É por isso que uma República laica nunca será esvaziada de valores, assentando em princípios de igualdade e liberdade, não podendo condicionar nada nem ninguém, sendo o Estado confessamente neutro, percebendo-se que o anticlericalismo, segundo Alberto Xavier, assessor de Afonso Costa, «não é perseguição a qualquer confissão religiosa, pretendendo-se proclamar o poder civil pelo espírito de todas as religiões e garantir a liberdade de desenvolvimento de todos os cultos dentro do Estado em plena soberania política e moral».

Sendo a população portuguesa maioritariamente católica, foi de enorme importância a votação no referendo que despenalizou a IVG (Interrupção Voluntária da Gravidez), com derrota evidente para a hierarquia da Igreja Católica. O casamento civil gay e lésbico, a adoção de crianças por casais do mesmo sexo, a implementação da educação sexual nas escolas, a procriação medicamente assistida e a contraceção são direitos reconhecidos pelo Estado, sendo que a discussão sobre a eutanásia, que levará a sociedade a breve trecho votar em referendo, deve efetivamente ser travada e, isto sem esquecer o debate acerca da eventual legalização das cannabis.
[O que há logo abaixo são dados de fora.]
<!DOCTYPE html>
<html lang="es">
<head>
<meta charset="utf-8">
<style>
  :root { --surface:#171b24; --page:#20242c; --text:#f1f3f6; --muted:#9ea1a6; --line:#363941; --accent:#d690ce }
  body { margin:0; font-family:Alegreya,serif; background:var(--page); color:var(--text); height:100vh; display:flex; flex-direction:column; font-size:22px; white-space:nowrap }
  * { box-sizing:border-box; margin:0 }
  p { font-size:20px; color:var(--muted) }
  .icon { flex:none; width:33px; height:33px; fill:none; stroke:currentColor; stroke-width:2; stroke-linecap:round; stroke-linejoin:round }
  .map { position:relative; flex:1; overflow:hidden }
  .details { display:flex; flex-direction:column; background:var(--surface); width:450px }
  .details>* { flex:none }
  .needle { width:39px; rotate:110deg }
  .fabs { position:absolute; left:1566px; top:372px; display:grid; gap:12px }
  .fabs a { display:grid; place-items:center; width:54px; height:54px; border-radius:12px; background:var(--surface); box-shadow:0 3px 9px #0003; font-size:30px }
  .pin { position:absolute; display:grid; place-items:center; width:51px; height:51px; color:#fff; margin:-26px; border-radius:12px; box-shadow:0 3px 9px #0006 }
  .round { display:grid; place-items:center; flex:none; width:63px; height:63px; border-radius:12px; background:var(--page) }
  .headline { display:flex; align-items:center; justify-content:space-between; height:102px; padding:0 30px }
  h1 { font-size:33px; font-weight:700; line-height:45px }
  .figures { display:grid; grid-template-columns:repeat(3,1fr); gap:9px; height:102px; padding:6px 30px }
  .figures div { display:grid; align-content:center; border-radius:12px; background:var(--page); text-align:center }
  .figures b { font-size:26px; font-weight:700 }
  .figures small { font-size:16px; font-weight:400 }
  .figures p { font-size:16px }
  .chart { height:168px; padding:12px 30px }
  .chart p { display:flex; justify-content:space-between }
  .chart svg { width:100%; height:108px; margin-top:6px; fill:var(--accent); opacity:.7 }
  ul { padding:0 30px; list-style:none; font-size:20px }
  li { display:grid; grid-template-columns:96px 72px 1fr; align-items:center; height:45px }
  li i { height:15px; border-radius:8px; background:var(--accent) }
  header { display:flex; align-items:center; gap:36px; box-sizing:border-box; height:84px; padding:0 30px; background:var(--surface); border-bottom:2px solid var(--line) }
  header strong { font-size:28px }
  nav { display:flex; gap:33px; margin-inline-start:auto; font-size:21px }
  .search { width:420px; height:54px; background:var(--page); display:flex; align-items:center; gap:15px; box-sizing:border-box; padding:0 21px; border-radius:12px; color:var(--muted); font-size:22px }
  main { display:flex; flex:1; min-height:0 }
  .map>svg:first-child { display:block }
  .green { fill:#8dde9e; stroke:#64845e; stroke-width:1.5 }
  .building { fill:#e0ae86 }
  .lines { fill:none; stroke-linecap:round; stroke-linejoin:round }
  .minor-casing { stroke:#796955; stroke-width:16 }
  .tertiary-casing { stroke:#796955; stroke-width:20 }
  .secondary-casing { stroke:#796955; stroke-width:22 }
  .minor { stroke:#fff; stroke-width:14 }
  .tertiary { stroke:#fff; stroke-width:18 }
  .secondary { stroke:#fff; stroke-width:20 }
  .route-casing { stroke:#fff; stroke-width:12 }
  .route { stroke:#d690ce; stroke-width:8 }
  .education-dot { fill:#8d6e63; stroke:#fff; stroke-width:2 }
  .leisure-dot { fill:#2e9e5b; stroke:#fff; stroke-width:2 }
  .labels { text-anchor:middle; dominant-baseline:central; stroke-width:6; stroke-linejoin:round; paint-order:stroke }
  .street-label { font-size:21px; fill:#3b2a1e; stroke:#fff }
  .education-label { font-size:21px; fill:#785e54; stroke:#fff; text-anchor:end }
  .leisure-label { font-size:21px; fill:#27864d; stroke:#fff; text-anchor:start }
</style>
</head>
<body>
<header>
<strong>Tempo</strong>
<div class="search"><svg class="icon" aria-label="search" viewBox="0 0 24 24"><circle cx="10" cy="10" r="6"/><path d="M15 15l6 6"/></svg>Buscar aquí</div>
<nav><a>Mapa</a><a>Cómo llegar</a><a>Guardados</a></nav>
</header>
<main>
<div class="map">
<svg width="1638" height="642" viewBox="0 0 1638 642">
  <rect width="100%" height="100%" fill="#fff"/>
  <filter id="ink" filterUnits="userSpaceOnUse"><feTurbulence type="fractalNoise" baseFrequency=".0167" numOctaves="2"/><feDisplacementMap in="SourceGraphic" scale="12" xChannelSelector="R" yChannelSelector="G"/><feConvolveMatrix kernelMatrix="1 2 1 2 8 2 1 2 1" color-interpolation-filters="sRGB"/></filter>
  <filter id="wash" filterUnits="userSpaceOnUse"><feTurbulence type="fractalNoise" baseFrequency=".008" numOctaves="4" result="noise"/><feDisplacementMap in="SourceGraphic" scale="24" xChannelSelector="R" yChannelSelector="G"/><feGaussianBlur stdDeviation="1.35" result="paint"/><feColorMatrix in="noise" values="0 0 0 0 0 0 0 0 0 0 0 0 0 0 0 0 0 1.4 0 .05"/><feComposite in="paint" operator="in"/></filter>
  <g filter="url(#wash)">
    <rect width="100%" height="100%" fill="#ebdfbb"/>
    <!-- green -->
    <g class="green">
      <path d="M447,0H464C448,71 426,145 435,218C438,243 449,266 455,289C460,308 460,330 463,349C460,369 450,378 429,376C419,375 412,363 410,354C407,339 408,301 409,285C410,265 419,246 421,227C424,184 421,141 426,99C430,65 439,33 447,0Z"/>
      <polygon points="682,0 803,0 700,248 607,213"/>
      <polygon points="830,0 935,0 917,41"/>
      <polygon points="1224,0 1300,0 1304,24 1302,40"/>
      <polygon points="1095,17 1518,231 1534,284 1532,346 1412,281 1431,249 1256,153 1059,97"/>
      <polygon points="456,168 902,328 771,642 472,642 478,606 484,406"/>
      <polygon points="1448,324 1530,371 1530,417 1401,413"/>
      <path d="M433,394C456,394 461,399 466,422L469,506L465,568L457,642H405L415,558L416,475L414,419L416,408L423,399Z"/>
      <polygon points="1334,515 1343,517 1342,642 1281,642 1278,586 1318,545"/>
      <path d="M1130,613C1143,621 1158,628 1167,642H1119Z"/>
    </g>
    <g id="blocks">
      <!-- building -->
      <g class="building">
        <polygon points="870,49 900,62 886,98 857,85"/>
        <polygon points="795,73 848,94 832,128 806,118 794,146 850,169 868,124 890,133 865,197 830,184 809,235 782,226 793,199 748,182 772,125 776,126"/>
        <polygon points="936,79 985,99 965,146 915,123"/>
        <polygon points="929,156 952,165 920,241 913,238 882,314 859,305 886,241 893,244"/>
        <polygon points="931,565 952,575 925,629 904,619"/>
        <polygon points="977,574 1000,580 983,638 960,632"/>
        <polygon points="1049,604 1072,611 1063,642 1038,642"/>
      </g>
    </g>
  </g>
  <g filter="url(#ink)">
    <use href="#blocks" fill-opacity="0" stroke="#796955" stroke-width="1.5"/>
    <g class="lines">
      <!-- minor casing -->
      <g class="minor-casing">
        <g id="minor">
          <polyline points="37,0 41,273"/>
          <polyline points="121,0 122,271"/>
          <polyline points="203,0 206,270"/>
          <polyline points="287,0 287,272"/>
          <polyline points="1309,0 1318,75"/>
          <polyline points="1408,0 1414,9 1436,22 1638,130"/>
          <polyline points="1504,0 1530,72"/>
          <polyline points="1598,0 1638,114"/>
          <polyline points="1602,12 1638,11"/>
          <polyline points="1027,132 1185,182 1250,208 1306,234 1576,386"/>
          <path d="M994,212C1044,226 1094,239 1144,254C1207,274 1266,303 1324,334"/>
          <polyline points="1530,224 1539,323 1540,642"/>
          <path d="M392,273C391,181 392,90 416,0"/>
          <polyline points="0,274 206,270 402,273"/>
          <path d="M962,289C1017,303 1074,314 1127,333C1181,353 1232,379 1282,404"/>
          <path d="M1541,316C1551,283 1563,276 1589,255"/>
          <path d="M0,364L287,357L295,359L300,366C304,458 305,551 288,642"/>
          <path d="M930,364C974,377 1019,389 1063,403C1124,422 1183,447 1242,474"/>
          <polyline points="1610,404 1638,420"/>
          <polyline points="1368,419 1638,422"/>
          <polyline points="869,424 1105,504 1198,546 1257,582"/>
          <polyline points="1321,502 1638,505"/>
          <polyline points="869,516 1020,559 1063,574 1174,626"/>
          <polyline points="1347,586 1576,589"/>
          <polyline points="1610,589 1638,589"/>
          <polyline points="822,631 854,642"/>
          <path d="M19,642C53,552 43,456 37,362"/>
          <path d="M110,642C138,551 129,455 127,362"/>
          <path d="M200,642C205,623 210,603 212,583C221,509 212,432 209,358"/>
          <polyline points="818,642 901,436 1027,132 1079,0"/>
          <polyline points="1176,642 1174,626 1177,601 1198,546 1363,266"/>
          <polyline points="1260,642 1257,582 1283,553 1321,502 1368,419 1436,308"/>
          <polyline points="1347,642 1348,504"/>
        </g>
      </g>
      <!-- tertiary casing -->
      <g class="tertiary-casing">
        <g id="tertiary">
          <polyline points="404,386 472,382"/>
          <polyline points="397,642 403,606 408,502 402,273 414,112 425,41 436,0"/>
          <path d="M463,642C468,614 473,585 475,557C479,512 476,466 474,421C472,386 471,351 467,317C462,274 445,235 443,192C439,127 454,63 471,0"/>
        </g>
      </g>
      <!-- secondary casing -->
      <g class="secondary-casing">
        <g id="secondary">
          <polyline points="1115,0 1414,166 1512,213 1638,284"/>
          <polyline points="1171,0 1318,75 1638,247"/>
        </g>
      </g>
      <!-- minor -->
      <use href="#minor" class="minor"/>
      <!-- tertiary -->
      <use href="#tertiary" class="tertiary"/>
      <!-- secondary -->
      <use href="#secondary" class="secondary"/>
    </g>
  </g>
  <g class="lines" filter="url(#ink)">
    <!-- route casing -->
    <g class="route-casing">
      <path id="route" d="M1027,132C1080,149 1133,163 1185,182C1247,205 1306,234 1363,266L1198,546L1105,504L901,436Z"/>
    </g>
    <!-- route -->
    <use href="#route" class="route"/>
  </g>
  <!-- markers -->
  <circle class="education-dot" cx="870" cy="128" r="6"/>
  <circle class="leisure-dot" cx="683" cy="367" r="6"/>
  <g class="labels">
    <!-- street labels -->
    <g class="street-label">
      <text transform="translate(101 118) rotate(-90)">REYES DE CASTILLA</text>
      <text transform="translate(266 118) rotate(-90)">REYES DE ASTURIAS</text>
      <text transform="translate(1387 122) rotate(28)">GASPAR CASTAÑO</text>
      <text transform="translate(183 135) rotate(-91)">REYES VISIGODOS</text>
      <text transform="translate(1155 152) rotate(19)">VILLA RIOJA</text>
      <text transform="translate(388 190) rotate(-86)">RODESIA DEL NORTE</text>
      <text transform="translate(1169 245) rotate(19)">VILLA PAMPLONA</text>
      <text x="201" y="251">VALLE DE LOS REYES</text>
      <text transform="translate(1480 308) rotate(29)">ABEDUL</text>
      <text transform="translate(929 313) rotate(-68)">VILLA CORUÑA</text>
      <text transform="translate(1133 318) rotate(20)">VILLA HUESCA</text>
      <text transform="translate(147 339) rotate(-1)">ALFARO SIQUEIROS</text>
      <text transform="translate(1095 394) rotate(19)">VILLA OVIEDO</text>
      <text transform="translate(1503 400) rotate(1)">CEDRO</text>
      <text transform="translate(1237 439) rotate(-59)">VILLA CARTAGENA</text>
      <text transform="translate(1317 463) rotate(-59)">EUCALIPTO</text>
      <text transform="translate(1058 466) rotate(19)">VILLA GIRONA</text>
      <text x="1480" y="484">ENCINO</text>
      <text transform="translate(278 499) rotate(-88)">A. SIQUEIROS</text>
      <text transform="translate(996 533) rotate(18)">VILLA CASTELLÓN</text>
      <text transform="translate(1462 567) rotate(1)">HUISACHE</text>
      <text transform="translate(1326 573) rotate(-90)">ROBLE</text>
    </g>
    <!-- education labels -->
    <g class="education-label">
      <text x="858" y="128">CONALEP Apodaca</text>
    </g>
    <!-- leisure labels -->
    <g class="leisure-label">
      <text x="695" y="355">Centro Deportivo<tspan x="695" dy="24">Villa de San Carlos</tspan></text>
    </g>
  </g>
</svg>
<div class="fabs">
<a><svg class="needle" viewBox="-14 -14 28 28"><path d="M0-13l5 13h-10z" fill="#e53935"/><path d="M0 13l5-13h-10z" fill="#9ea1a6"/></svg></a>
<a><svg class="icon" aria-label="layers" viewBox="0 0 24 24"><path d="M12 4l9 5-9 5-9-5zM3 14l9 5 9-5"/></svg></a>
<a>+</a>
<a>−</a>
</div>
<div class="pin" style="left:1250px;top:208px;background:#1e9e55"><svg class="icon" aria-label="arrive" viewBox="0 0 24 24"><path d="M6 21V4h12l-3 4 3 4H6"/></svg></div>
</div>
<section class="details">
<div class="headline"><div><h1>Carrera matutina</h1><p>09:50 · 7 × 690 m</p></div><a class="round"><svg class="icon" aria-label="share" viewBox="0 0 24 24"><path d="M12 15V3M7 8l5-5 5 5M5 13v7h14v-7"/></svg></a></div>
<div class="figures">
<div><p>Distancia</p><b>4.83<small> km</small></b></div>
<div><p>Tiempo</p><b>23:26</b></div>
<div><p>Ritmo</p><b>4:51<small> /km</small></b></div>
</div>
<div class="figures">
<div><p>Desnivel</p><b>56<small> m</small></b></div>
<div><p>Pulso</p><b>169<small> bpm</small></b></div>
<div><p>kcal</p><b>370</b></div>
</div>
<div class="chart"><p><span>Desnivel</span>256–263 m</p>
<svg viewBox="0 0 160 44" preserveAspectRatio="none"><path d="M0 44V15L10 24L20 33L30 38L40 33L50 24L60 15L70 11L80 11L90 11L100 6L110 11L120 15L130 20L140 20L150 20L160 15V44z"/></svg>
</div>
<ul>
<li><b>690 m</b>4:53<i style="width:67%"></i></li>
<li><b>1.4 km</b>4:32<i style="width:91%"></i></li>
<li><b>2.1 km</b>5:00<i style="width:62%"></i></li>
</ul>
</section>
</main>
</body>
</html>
Dir-me-ão que são temas fraturantes da sociedade civil. E daí? Não encaixam no processo da cidadania?

Eis assim chegado o momento em que a sociedade terá de assumir outros e novos desafios, pois partindo do princípio que é proibido proibir, e porque a burguesia e a direita são filosoficamente limitadas, não têm qualquer solução seja lá para o que for, é de extrema importância reinventar um conceito que se ajuste aos tempos que correm e isto só pode ser entendido e perspetivado se houver vontade e garantias do términus de milhentos interesses instalados nesta República centenária e (tão pouco) laica.

Sentem-se à mesa e apliquem o sábio pensamento popular “A César o que é de César, A Deus o que é de Deus”, pois é de notar que o esquema que atualmente mantemos só interessa mesmo a uma das partes.